Aim of the exercise -
Once the line with "Annotate the page" is found in the entries below, print it and each following line exactly, stopping after the line with "Find all labels, markers"; print nothing else.

(Stored data)
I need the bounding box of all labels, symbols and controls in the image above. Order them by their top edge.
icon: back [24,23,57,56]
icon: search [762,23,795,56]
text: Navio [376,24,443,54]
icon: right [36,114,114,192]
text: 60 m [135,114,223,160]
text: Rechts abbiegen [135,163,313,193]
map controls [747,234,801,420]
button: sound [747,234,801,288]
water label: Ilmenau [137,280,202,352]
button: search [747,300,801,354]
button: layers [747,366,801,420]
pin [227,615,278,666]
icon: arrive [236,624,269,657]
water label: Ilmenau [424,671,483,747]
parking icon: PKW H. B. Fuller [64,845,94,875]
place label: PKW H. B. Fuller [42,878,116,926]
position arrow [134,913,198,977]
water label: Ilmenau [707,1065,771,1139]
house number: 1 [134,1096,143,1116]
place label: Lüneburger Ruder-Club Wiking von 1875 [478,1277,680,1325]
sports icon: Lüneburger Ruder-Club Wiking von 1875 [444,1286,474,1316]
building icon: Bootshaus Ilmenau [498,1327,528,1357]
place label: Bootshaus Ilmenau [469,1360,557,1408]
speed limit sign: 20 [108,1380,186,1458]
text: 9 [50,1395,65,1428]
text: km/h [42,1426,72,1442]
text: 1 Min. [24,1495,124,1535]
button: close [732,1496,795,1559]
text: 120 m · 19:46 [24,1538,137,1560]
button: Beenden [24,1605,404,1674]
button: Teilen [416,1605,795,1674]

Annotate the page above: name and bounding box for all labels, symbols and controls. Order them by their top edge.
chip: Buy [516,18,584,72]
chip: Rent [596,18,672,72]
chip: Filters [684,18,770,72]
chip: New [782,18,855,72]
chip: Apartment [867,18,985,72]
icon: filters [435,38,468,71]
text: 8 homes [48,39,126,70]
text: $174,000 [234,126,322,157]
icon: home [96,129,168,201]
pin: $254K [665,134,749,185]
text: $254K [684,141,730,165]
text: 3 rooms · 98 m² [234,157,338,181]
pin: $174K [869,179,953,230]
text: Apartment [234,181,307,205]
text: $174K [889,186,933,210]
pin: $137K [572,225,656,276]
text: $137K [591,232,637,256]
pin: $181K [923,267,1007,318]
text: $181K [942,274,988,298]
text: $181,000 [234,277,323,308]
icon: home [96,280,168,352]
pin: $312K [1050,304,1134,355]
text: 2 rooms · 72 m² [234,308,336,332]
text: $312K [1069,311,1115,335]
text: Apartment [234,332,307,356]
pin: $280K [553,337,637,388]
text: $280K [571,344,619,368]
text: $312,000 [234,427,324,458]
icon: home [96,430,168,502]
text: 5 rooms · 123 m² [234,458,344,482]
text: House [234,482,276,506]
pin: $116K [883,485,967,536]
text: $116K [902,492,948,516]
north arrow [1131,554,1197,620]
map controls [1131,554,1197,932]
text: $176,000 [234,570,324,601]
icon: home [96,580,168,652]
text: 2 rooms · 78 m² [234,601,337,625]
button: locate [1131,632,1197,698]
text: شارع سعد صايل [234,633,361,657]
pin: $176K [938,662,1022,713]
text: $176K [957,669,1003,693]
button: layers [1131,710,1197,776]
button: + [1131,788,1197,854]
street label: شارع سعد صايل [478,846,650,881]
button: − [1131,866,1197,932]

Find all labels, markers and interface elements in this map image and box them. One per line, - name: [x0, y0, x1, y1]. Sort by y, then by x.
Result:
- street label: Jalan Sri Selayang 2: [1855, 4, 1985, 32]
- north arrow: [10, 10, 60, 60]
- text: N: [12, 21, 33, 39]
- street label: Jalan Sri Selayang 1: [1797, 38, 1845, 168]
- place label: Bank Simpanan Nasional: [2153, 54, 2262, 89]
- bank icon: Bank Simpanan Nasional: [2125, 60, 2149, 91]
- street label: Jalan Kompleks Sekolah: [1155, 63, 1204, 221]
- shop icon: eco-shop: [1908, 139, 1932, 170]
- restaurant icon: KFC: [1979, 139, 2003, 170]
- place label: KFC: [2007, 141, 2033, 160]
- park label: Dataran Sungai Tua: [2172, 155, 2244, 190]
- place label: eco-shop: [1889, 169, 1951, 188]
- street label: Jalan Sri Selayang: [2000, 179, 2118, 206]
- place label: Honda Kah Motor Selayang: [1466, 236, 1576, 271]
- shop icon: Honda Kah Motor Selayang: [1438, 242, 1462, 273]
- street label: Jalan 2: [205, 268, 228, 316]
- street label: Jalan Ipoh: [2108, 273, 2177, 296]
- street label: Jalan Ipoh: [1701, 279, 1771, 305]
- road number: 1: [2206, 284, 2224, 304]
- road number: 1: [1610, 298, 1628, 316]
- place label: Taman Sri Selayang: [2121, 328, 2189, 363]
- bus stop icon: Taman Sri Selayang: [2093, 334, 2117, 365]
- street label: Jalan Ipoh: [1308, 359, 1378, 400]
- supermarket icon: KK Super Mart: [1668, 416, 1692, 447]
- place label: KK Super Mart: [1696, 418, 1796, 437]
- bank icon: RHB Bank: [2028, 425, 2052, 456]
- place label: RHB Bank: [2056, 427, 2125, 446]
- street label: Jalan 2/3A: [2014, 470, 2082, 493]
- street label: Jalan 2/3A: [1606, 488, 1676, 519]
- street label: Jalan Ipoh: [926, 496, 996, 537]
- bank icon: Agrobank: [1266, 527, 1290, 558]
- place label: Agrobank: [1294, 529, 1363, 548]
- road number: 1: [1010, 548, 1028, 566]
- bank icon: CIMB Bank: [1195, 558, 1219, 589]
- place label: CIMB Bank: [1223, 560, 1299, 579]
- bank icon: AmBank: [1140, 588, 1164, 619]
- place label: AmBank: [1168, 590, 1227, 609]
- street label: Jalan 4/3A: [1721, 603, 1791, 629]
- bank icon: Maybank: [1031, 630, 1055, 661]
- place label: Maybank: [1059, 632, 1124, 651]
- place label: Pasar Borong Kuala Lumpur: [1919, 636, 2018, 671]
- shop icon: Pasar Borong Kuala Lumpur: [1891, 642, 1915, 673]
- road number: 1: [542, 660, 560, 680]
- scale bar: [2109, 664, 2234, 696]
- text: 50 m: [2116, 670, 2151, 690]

Your response -
Annotate the page above: name and bounding box for all labels, symbols and controls. Order them by their top edge.
chip: Buy [516,18,584,72]
chip: Rent [596,18,672,72]
chip: Filters [684,18,770,72]
chip: New [782,18,855,72]
chip: Apartment [867,18,985,72]
icon: filters [435,38,468,71]
text: 8 homes [48,39,126,70]
text: $174,000 [234,126,322,157]
icon: home [96,129,168,201]
pin: $254K [665,134,749,185]
text: $254K [684,141,730,165]
text: 3 rooms · 98 m² [234,157,338,181]
pin: $174K [869,179,953,230]
text: Apartment [234,181,307,205]
text: $174K [889,186,933,210]
pin: $137K [572,225,656,276]
text: $137K [591,232,637,256]
pin: $181K [923,267,1007,318]
text: $181K [942,274,988,298]
text: $181,000 [234,277,323,308]
icon: home [96,280,168,352]
pin: $312K [1050,304,1134,355]
text: 2 rooms · 72 m² [234,308,336,332]
text: $312K [1069,311,1115,335]
text: Apartment [234,332,307,356]
pin: $280K [553,337,637,388]
text: $280K [571,344,619,368]
text: $312,000 [234,427,324,458]
icon: home [96,430,168,502]
text: 5 rooms · 123 m² [234,458,344,482]
text: House [234,482,276,506]
pin: $116K [883,485,967,536]
text: $116K [902,492,948,516]
north arrow [1131,554,1197,620]
map controls [1131,554,1197,932]
text: $176,000 [234,570,324,601]
icon: home [96,580,168,652]
text: 2 rooms · 78 m² [234,601,337,625]
button: locate [1131,632,1197,698]
text: شارع سعد صايل [234,633,361,657]
pin: $176K [938,662,1022,713]
text: $176K [957,669,1003,693]
button: layers [1131,710,1197,776]
button: + [1131,788,1197,854]
street label: شارع سعد صايل [478,846,650,881]
button: − [1131,866,1197,932]

Find all labels, markers and interface elements in this map image and box them. One per line, - name: [x0, y0, x1, y1]. Sort by y, then by x.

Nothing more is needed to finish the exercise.